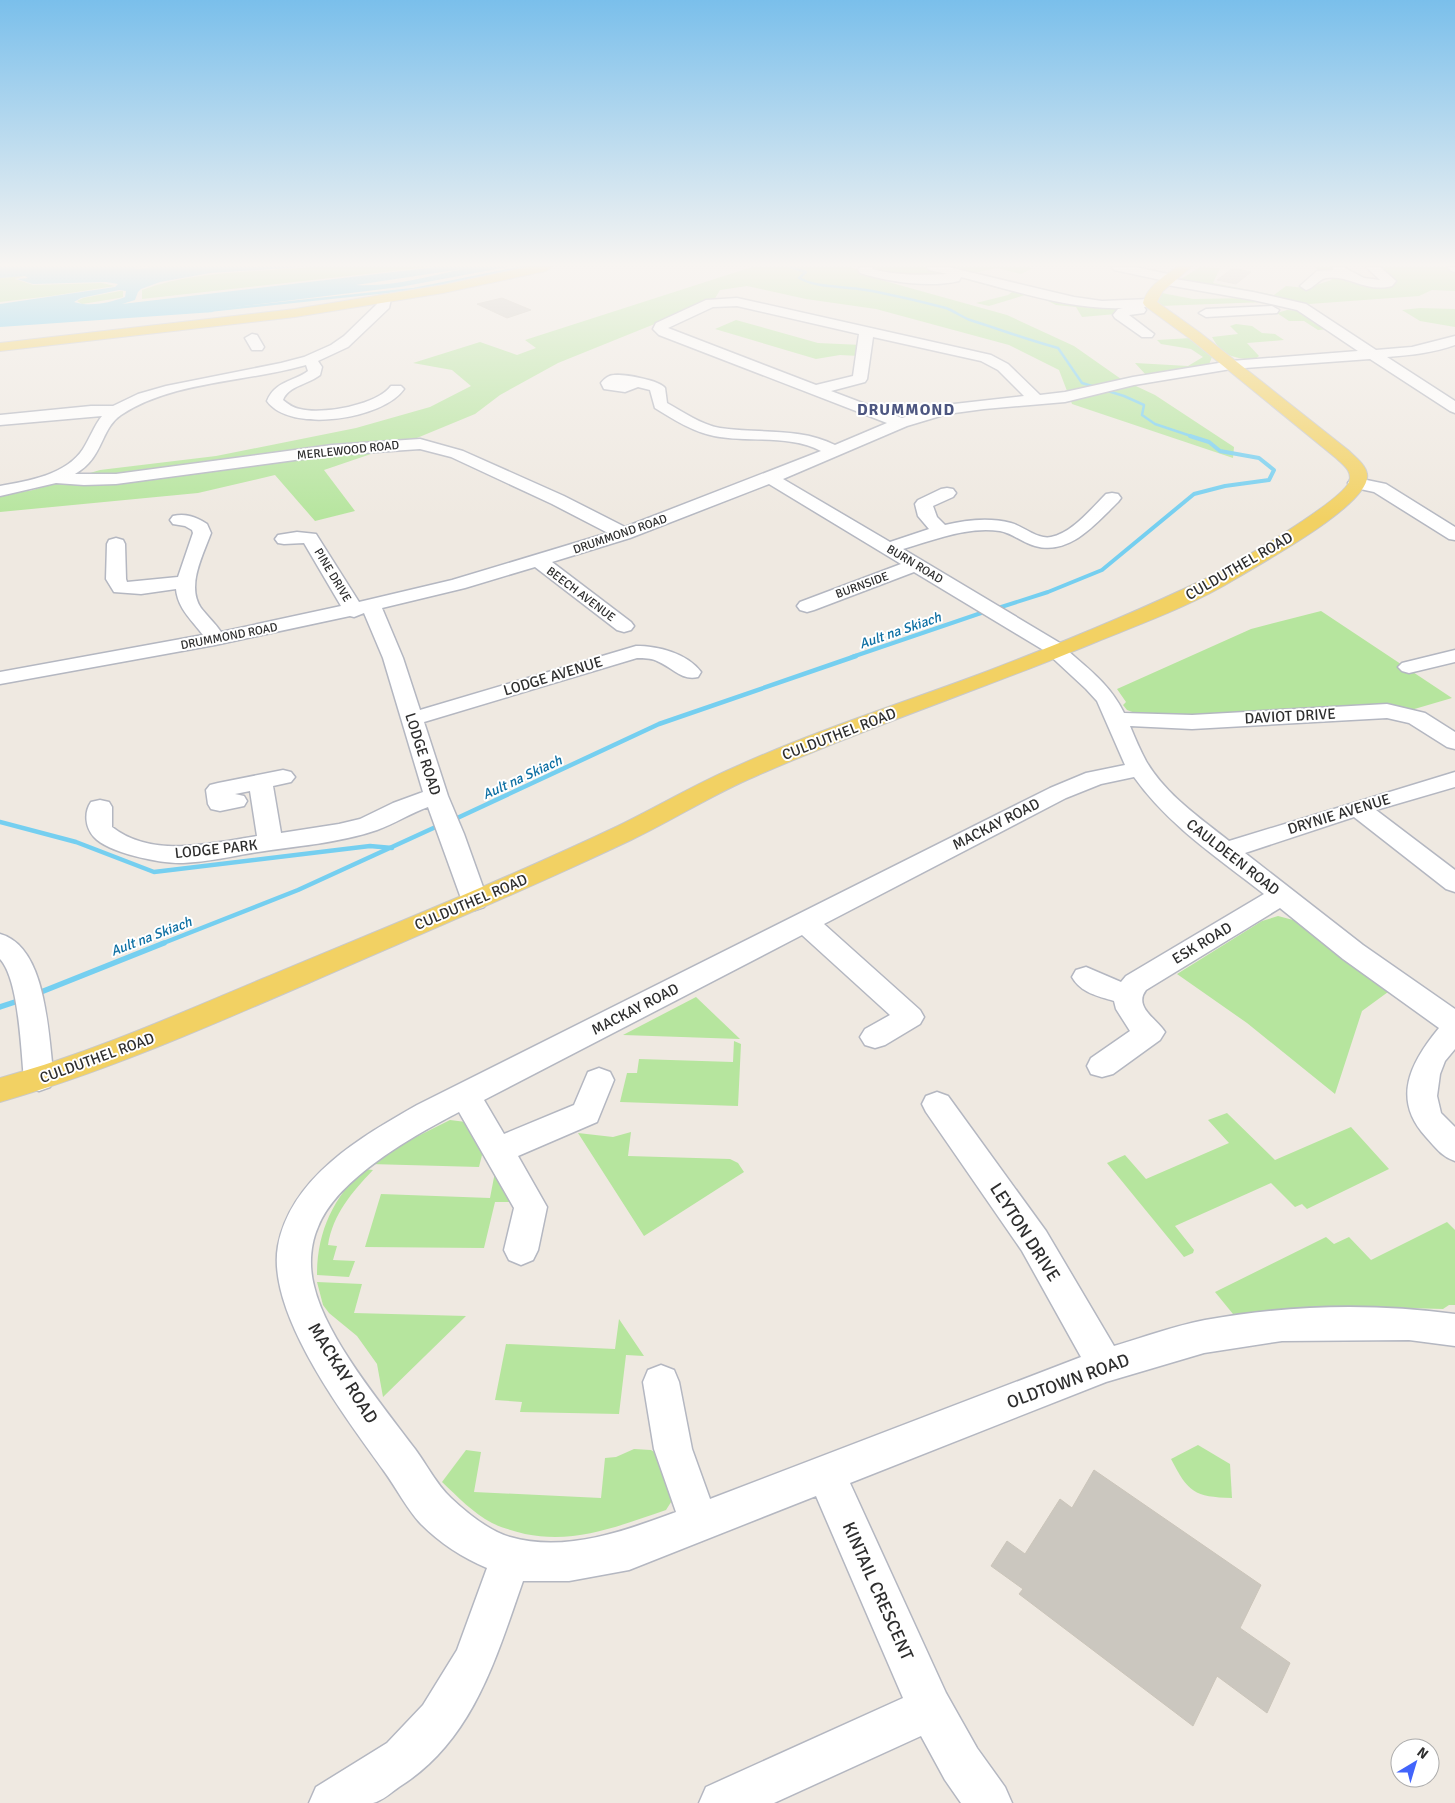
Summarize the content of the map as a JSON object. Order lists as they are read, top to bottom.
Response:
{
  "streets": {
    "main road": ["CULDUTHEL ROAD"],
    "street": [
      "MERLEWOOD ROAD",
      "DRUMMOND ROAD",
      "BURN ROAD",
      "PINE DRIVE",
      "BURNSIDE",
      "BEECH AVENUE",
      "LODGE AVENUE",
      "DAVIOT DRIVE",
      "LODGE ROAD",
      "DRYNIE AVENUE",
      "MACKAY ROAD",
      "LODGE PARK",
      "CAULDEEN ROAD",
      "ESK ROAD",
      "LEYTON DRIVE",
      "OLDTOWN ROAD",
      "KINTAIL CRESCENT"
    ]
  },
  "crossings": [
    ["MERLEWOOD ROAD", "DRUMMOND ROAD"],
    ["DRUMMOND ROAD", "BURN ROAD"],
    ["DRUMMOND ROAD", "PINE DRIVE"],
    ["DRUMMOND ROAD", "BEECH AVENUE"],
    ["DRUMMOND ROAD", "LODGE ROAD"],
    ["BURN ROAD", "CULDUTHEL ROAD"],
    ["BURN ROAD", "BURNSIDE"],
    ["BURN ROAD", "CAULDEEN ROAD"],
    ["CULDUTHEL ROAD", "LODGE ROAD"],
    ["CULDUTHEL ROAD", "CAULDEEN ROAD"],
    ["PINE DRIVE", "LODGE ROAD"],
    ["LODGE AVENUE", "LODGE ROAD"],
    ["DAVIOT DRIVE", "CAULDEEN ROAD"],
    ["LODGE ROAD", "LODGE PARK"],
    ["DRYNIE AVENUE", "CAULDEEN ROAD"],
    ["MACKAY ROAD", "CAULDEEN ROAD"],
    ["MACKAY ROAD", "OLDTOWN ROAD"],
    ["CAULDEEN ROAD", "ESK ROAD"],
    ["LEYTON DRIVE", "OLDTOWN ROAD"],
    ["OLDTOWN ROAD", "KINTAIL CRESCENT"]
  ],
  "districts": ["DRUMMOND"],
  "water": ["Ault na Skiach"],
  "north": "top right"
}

▸ INSTRUCTIONS TO FOLLOW
Only the text of the records above is to be reproduced, exactly as given; the pictures are dropped.

▸ ANSWER SPACE
Summarize the content of the map as a JSON object. Order lists as they are read, top to bottom.
Response:
{
  "streets": {
    "main road": ["CULDUTHEL ROAD"],
    "street": [
      "MERLEWOOD ROAD",
      "DRUMMOND ROAD",
      "BURN ROAD",
      "PINE DRIVE",
      "BURNSIDE",
      "BEECH AVENUE",
      "LODGE AVENUE",
      "DAVIOT DRIVE",
      "LODGE ROAD",
      "DRYNIE AVENUE",
      "MACKAY ROAD",
      "LODGE PARK",
      "CAULDEEN ROAD",
      "ESK ROAD",
      "LEYTON DRIVE",
      "OLDTOWN ROAD",
      "KINTAIL CRESCENT"
    ]
  },
  "crossings": [
    ["MERLEWOOD ROAD", "DRUMMOND ROAD"],
    ["DRUMMOND ROAD", "BURN ROAD"],
    ["DRUMMOND ROAD", "PINE DRIVE"],
    ["DRUMMOND ROAD", "BEECH AVENUE"],
    ["DRUMMOND ROAD", "LODGE ROAD"],
    ["BURN ROAD", "CULDUTHEL ROAD"],
    ["BURN ROAD", "BURNSIDE"],
    ["BURN ROAD", "CAULDEEN ROAD"],
    ["CULDUTHEL ROAD", "LODGE ROAD"],
    ["CULDUTHEL ROAD", "CAULDEEN ROAD"],
    ["PINE DRIVE", "LODGE ROAD"],
    ["LODGE AVENUE", "LODGE ROAD"],
    ["DAVIOT DRIVE", "CAULDEEN ROAD"],
    ["LODGE ROAD", "LODGE PARK"],
    ["DRYNIE AVENUE", "CAULDEEN ROAD"],
    ["MACKAY ROAD", "CAULDEEN ROAD"],
    ["MACKAY ROAD", "OLDTOWN ROAD"],
    ["CAULDEEN ROAD", "ESK ROAD"],
    ["LEYTON DRIVE", "OLDTOWN ROAD"],
    ["OLDTOWN ROAD", "KINTAIL CRESCENT"]
  ],
  "districts": ["DRUMMOND"],
  "water": ["Ault na Skiach"],
  "north": "top right"
}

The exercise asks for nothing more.